Health Canada has rejected the advice of its own advisory panel of food experts to renew monitoring of trans-fat levels in processed foods and send a "strong signal" to companies that regulations are on the table if levels don't drop.
The department's Food Expert Advisory Committee made the recommendations in June 2011 after Health Canada asked its external advisers on food policy about how best to manage trans-fat levels in the Canadian food supply.
At the time, departmental officials were revisiting the issue of trans fats after Health Minister Leona Aglukkaq quietly killed a plan drafted in December 2009 to bring in regulations to limit trans-fat levels in processed foods.

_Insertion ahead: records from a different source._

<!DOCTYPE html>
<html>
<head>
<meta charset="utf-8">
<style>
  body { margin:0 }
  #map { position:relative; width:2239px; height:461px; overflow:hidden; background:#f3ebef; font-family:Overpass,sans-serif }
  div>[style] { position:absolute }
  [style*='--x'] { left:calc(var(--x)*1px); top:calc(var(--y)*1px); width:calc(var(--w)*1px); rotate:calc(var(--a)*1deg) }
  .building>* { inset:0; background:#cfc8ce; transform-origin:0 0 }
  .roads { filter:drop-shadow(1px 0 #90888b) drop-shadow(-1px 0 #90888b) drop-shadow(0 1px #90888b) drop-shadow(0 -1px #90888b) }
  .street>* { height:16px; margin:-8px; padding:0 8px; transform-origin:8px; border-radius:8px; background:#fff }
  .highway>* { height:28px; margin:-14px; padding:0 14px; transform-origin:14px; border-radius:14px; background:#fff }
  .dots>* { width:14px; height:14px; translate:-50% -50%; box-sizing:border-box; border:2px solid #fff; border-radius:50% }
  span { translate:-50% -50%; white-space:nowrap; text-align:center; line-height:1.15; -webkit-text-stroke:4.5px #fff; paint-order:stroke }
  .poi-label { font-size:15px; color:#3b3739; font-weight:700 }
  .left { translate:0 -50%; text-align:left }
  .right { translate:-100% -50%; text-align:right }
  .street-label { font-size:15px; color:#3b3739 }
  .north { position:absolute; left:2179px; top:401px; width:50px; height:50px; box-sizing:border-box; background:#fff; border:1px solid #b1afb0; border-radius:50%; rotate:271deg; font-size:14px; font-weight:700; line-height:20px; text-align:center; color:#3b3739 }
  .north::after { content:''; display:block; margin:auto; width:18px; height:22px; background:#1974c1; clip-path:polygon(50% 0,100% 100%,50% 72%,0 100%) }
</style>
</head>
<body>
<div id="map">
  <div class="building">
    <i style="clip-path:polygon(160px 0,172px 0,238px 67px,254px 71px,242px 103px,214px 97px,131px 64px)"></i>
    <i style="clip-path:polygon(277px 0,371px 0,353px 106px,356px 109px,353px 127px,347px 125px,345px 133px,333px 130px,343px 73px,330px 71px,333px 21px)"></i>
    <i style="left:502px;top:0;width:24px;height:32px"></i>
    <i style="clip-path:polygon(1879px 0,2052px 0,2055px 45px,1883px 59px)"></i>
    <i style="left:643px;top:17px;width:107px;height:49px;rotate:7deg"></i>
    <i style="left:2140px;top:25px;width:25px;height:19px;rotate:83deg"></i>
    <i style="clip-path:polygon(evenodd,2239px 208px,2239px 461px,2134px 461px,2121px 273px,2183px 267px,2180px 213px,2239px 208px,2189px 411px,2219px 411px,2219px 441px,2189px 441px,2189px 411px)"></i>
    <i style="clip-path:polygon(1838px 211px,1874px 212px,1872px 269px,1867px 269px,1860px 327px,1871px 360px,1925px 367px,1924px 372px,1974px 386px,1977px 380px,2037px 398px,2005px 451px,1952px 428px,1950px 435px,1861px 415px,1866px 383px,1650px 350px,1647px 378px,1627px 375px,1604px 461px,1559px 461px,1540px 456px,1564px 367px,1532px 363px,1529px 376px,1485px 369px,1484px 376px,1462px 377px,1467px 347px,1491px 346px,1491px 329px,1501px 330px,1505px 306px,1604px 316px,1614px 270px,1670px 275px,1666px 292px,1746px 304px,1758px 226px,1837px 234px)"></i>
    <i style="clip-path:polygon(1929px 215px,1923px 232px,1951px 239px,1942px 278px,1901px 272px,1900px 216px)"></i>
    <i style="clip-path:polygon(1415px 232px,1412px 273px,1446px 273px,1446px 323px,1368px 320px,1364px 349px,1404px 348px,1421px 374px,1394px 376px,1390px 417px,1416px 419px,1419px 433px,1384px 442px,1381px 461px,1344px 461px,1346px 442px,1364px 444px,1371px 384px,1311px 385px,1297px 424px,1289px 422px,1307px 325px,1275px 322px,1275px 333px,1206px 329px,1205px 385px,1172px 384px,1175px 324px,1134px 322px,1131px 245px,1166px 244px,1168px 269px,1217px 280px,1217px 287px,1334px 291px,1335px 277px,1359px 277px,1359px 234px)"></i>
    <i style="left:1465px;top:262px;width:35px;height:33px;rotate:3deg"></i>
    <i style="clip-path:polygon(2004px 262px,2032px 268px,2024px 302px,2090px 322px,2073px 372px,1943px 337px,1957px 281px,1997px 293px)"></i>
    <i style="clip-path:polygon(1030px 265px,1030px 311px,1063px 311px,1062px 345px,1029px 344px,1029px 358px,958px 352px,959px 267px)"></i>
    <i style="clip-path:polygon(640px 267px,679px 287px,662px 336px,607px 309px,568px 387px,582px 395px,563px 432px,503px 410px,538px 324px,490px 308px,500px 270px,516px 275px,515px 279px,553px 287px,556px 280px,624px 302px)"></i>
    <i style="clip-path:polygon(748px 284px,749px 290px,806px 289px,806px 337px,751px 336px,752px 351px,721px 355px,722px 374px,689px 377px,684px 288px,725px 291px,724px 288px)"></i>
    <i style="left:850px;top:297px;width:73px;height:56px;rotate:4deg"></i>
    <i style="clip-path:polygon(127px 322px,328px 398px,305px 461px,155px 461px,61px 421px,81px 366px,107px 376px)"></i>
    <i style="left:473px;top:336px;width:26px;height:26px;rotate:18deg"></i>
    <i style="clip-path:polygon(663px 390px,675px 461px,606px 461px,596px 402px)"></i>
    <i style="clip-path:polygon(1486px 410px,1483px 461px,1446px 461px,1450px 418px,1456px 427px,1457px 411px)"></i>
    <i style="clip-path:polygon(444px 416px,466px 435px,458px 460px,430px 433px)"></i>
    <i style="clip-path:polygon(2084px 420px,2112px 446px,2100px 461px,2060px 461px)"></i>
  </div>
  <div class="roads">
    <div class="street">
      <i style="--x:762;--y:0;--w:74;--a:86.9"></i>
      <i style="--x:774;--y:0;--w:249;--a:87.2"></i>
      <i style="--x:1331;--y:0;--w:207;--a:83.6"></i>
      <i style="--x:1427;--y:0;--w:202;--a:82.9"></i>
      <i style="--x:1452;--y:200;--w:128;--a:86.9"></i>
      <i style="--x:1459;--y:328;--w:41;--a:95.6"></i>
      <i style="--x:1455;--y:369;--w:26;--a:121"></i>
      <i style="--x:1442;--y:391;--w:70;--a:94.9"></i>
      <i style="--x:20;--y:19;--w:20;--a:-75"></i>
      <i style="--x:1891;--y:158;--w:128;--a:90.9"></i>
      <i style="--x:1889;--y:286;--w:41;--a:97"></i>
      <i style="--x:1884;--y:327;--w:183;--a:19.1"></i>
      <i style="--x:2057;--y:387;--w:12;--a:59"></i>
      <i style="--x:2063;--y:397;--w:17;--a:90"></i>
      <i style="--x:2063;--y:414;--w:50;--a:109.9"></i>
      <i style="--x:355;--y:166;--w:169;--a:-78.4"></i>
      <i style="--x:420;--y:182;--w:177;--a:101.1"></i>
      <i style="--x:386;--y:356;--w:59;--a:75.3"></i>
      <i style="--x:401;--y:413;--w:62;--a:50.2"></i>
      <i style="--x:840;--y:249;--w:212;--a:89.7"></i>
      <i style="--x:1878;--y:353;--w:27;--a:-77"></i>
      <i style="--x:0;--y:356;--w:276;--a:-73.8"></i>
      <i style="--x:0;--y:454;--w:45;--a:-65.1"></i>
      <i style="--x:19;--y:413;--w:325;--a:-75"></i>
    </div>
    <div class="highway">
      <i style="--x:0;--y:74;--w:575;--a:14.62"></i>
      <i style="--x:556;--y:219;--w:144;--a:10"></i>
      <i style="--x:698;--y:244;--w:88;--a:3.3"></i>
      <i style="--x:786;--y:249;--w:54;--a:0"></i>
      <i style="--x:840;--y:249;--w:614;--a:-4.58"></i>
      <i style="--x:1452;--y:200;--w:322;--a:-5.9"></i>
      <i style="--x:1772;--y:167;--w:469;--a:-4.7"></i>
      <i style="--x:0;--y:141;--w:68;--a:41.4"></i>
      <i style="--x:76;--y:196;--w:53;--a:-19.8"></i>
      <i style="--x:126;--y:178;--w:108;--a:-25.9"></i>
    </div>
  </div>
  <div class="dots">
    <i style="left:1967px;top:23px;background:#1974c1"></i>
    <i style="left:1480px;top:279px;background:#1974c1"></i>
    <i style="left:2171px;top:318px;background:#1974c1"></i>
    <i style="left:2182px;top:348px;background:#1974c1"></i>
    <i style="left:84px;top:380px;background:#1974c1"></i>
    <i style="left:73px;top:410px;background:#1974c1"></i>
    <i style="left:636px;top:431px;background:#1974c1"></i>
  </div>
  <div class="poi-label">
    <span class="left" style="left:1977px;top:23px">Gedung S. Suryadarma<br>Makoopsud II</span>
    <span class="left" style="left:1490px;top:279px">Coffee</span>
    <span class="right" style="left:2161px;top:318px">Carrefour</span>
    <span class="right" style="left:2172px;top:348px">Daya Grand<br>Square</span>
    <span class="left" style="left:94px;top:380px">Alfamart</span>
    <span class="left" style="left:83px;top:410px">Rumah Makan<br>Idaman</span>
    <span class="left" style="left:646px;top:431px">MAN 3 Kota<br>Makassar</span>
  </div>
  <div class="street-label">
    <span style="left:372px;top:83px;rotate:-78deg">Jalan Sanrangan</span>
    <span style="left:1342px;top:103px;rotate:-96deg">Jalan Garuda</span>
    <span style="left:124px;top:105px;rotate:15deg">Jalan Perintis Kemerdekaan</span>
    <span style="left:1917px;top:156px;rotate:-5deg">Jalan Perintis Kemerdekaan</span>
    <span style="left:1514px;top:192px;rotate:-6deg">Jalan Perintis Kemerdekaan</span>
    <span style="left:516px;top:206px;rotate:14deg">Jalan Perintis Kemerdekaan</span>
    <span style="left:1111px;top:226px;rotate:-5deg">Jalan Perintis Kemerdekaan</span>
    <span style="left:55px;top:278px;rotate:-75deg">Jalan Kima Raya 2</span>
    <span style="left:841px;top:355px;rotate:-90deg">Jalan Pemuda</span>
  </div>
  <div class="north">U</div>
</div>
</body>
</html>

Aglukkaq made the decision even though senior officials had briefed her on a cost-benefit analysis commissioned by Health Canada showing a "significant net benefit to Canadian society" of up to $9 billion over 20 years if trans-fat caps were imposed.
Trans fats, created by pumping hydrogen into liquid oil at an elevated temperature, raise the levels of low-density lipoprotein or "bad" cholesterol in the body and can lead to clogged arteries and heart disease.
The latest development on the trans fat file comes after Aglukkaq prematurely disbanded her much-touted expert panel on sodium in December 2010. The Sodium Working Group was created in 2007 and had unveiled a plan in July 2010 to track, over the next five years, whether companies were reducing the level of salt in processed foods.